Although she's forced to tip-toe around the hazards of asthma (the drug treatments for which threaten the longevity of her voice), Ní Dhomhnaill's soulful reading of traditional song, whether from Ireland, Brittany or further afield, is unmatched: filled with balletic grace and beauty, her voice still somehow manages to soar and swoop like nobody else's.

Liam Ó Maonlaí temporarily shrugged off his Hothouse Flowers identity recently, to take possession of his own sean nós repertoire, and it proved to be a remarkable re-invention of a singer whose voice found new expression in the belly of the beasts that include Na Connerys and Sadbh Ní Buruinnealadh. Roots have proven their primal worth for so many singers this year, with the result that audiences have been spoilt for choice, and singing clubs such as the Clé and the Goilín in Dublin, and Cork Singers' Club fuel appetites ever further with their weekly sessions.
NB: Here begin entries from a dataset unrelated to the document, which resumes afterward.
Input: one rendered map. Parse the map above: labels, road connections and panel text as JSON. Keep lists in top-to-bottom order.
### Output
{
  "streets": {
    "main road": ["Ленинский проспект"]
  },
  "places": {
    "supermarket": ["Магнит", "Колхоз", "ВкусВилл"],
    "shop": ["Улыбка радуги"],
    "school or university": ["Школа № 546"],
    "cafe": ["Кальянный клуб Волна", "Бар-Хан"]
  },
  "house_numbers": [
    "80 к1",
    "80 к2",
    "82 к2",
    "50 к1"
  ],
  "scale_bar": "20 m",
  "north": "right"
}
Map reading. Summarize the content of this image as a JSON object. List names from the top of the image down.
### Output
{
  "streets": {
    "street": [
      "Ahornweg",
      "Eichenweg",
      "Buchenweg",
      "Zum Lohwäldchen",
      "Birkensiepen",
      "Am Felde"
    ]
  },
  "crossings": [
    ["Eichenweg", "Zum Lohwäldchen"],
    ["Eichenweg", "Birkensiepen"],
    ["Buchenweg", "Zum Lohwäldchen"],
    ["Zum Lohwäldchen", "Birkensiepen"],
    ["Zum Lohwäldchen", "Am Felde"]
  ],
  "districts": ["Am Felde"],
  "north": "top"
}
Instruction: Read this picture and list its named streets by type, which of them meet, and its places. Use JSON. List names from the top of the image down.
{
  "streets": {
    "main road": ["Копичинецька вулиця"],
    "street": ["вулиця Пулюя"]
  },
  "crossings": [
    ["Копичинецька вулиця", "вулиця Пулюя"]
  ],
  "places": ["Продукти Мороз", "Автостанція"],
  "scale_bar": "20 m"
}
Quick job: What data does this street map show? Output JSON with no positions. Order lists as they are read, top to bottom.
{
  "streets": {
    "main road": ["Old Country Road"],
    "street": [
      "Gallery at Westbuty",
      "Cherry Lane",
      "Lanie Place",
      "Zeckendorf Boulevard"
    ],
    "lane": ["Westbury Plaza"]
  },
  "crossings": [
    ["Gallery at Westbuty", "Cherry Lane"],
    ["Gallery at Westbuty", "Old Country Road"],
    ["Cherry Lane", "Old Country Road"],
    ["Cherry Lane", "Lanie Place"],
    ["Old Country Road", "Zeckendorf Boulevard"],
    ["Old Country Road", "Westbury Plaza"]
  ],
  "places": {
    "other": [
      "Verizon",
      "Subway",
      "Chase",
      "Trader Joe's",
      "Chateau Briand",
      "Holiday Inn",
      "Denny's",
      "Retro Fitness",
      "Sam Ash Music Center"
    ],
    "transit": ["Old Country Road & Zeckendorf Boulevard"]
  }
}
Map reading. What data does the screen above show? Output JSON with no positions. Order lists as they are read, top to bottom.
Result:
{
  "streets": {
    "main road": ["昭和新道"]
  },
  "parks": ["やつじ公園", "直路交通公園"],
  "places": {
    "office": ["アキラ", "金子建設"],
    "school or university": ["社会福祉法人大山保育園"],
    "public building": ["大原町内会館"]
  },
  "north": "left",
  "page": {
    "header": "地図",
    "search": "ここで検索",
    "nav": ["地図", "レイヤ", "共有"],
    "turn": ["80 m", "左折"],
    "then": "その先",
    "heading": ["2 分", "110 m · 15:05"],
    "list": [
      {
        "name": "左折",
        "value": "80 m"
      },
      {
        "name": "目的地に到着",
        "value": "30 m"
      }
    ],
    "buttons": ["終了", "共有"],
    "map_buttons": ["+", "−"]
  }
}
Mercifully, 2005 delivered gallantly on the promise of the past two years, in terms of government funding for the Traditional Arts. The Arts Council's adoption of the Report of the Committee on the Traditional Arts (delivered with great aplomb and responded to with more than a little mean-spiritedness from Comhaltas Ceoltóirí Éireann) led, after some haggling, to the appointment of Liz Doherty as Traditional Arts Adviser, who in turn secured substantial increases in funding. Doherty's Deis scheme has gone on to bolster a plethora of local music projects across the country, and in the process has restored much faith among practitioners and punters alike in the willingness and ability of the Arts Council to make a significant impact on securing the long-term health of the tradition.

There were a few disappointments strewn along the way this year, mostly in the form of ragged live performances that failed to live up to their billing.

Kate Rusby, one of England's finest interpreters of folk song, and a not-inconsiderable writer too, delivered a stock standard performance at Vicar St, and disappointed at least this punter who had witnessed her ignite the rafters a year before in the Village.

A handful of less-experienced Irish musicians revealed their naivety with flabby, loose-limbed live performances, but one suspects that even one night's worth of audience seat-shuffling may be enough to rattle them into shape before their next incursion on stage.

Highs

This year's highlights straddle a wide spectrum of musical forms, and my eardrums make no apology for this. Bruce Springsteen's creativity and storytelling power were spellbinding, both in studio and in concert. So too was Bob Dylan, recently witnessed in full flight in the Last Waltz-like environs of Brixton Academy. Traditional Irish music aficionados would do well to note Mr Zimmerman's insistence on reinventing old standards, shot through with that trademark Dylan barbed tongue.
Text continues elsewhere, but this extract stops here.